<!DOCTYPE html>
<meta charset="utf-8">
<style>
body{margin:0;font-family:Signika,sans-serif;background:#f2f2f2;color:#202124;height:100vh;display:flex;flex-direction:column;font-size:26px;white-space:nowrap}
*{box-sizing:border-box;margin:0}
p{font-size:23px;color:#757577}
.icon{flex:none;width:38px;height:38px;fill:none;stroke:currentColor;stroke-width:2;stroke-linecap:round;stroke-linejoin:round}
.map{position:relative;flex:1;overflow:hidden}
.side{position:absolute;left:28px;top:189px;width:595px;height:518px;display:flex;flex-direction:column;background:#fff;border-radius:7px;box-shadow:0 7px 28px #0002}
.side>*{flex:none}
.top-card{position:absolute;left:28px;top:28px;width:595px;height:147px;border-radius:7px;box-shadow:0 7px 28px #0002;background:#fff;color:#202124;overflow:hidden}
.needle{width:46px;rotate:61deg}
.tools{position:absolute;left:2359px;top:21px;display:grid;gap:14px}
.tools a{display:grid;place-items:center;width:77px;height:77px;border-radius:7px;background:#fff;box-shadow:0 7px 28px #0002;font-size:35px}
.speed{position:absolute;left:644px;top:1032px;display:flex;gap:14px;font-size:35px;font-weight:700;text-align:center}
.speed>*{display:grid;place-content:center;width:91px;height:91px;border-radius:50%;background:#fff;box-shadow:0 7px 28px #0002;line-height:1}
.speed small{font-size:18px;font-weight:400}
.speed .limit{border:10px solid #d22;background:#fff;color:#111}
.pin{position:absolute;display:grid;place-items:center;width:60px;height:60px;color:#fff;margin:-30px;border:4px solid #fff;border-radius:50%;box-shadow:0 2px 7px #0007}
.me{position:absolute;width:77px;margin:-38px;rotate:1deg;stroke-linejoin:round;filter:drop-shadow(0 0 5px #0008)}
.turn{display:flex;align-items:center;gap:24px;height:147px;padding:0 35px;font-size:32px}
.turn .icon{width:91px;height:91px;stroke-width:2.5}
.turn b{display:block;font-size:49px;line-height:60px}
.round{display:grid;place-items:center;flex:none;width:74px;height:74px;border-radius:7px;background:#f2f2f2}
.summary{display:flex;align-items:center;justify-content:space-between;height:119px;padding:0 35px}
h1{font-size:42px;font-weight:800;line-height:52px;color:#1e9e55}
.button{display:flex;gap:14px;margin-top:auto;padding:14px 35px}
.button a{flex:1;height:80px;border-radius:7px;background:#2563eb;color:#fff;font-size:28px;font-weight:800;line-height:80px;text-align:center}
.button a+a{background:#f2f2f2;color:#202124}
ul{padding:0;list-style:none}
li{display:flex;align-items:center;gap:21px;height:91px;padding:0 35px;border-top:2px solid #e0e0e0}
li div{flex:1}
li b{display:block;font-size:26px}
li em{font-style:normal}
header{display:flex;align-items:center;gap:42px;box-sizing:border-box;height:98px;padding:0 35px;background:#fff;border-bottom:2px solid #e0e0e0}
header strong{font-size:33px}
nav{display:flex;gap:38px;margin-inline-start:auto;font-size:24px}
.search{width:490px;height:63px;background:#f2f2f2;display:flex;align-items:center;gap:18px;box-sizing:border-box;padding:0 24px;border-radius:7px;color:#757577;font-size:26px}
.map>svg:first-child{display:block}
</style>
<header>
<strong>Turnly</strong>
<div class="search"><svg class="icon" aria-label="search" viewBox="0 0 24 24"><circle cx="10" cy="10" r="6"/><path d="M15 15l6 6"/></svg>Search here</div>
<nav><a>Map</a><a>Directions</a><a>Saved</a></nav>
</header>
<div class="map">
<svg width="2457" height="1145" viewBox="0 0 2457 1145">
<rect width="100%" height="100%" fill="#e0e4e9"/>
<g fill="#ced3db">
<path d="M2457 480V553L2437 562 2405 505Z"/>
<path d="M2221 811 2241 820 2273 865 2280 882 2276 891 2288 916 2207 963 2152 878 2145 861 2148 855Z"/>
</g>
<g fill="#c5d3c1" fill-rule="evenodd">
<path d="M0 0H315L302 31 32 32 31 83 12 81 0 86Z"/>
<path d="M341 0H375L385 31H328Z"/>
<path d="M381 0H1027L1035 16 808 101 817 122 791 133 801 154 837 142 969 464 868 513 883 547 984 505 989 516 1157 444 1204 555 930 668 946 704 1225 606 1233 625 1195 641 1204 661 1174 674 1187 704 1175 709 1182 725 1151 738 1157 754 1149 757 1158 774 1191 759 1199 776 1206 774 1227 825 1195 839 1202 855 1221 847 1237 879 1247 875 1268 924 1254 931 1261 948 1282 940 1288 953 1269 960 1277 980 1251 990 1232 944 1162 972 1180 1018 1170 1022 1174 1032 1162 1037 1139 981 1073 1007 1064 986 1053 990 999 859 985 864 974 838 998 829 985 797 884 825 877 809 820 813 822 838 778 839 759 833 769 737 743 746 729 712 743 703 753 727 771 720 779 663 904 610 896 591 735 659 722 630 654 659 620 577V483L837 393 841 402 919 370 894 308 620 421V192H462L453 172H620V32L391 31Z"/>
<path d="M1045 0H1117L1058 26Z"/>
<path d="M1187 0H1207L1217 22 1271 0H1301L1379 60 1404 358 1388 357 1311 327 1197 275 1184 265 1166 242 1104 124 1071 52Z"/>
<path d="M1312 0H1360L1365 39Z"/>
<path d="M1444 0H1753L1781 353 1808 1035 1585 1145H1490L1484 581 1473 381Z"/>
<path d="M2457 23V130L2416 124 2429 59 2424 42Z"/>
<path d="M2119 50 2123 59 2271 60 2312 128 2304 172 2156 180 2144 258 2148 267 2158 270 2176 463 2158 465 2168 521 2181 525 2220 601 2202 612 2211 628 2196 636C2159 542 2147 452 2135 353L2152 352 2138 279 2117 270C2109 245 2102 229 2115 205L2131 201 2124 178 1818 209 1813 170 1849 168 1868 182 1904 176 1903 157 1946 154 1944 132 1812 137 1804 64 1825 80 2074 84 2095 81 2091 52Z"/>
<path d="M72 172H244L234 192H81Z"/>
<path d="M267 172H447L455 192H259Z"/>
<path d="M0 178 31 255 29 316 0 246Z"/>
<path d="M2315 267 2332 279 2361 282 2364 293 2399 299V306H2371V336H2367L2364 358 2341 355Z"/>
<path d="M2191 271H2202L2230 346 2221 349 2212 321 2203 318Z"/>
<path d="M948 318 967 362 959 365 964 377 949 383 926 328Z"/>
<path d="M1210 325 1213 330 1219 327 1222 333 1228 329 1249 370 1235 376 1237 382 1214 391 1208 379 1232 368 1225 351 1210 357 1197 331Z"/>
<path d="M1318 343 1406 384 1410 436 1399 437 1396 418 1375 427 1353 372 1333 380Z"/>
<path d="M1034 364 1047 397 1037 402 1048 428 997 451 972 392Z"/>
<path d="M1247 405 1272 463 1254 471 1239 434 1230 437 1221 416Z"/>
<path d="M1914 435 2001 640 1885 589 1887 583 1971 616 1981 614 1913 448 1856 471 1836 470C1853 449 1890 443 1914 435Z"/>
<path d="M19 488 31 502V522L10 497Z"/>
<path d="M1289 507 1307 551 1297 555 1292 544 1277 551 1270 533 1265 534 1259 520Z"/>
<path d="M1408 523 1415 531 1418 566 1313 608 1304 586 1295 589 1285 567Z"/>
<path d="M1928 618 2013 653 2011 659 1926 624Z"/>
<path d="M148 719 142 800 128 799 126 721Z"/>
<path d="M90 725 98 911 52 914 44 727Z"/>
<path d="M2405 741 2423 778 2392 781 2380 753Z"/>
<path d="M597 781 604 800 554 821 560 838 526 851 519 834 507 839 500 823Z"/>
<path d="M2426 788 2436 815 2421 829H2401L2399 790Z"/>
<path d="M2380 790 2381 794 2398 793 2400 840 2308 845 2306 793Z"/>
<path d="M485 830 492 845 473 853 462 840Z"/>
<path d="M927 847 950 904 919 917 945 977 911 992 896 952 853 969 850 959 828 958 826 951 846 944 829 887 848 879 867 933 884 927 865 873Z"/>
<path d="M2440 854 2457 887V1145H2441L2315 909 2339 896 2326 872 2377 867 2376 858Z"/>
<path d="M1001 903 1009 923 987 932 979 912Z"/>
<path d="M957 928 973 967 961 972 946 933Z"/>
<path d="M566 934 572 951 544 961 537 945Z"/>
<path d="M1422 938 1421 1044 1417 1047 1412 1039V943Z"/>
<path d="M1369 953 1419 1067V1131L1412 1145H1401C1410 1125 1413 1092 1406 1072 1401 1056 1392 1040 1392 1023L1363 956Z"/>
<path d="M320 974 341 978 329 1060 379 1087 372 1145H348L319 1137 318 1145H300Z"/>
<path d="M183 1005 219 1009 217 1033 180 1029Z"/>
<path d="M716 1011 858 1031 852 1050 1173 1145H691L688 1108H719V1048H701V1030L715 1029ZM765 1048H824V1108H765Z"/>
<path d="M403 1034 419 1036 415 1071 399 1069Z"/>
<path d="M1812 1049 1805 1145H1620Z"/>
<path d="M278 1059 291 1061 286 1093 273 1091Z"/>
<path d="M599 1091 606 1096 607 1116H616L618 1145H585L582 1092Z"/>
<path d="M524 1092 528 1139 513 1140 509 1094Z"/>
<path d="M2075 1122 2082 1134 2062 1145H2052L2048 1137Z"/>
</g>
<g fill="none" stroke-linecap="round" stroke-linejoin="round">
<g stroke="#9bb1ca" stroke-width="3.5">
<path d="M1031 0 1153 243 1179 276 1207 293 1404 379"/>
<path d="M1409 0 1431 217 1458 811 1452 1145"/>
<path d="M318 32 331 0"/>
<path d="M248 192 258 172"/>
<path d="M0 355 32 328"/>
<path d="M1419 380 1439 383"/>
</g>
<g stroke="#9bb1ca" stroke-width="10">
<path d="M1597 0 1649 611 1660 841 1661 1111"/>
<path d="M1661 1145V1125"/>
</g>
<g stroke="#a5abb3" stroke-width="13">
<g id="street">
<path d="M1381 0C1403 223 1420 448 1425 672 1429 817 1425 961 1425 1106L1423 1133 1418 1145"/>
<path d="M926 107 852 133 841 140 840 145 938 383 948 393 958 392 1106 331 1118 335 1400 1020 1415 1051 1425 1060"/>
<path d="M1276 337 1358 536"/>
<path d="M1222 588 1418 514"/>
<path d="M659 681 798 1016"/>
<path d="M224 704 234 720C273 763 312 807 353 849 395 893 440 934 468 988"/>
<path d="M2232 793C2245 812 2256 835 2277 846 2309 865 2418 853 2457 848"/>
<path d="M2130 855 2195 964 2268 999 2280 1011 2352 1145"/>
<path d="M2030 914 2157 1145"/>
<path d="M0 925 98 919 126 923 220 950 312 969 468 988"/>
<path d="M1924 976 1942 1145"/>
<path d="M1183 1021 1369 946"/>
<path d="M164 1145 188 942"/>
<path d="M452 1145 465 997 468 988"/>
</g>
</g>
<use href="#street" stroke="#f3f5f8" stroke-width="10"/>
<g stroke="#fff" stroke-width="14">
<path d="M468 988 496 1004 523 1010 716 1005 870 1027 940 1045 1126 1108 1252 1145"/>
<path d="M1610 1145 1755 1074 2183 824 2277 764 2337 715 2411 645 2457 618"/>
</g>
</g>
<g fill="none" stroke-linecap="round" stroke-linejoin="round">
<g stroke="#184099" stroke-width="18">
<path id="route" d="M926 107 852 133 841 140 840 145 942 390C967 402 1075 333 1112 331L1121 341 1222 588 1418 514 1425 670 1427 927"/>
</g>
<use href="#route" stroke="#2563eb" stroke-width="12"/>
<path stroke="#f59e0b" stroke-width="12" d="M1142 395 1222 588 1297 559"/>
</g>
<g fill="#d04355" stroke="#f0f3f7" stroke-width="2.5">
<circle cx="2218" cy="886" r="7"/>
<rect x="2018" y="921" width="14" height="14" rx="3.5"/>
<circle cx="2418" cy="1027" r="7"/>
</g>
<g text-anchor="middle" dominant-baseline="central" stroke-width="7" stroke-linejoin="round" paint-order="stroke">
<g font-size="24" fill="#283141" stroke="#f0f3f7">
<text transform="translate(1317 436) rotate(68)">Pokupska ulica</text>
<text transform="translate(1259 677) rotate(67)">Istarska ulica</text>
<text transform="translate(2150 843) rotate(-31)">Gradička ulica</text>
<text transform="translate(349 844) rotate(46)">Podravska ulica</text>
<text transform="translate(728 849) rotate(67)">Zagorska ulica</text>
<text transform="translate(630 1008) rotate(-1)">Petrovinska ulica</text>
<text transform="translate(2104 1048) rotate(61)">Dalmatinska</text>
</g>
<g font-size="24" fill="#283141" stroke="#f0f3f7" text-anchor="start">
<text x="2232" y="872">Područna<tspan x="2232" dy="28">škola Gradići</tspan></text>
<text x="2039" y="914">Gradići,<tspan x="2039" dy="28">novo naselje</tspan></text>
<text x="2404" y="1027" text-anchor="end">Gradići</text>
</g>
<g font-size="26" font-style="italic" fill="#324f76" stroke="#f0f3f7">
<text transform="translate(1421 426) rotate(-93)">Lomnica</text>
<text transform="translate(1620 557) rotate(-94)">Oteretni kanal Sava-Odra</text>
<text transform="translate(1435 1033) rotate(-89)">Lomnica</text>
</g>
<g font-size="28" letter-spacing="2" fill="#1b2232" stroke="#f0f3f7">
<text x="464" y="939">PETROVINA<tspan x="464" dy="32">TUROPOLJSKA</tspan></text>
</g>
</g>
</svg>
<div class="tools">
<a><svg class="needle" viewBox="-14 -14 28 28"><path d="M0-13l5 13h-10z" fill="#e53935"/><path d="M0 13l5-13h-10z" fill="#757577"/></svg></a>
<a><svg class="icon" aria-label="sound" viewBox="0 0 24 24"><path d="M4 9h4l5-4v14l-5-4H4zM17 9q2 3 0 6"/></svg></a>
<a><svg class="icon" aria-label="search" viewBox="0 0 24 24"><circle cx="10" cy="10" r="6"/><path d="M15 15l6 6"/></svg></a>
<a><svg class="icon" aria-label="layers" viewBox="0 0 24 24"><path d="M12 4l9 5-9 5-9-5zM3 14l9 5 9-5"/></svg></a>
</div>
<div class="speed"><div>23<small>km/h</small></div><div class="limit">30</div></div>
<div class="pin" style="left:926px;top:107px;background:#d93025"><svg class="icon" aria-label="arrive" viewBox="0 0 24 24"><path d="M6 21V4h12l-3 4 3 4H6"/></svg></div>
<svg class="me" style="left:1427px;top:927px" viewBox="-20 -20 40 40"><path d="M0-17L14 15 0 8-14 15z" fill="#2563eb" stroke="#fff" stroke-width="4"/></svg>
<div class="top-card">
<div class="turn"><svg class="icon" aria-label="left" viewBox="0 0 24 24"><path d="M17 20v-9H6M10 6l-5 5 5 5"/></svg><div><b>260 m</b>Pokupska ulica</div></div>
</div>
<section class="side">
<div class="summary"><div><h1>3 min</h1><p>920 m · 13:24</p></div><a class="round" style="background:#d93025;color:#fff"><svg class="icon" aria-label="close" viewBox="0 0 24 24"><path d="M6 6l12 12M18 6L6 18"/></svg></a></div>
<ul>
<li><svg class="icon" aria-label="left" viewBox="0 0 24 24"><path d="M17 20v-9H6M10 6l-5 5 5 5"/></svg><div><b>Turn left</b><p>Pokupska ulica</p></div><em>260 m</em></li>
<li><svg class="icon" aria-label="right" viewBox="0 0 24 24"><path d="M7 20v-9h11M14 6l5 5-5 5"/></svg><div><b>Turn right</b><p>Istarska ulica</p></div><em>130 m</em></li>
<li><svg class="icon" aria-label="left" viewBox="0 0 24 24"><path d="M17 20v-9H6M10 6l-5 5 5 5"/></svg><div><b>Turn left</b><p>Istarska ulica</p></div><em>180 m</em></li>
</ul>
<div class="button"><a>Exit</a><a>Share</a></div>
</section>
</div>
#####
- **Directions**:
Return every line from the entries above that contains the word "tools".

- **Solved exercise**:
.tools{position:absolute;left:2359px;top:21px;display:grid;gap:14px}
.tools a{display:grid;place-items:center;width:77px;height:77px;border-radius:7px;background:#fff;box-shadow:0 7px 28px #0002;font-size:35px}
<div class="tools">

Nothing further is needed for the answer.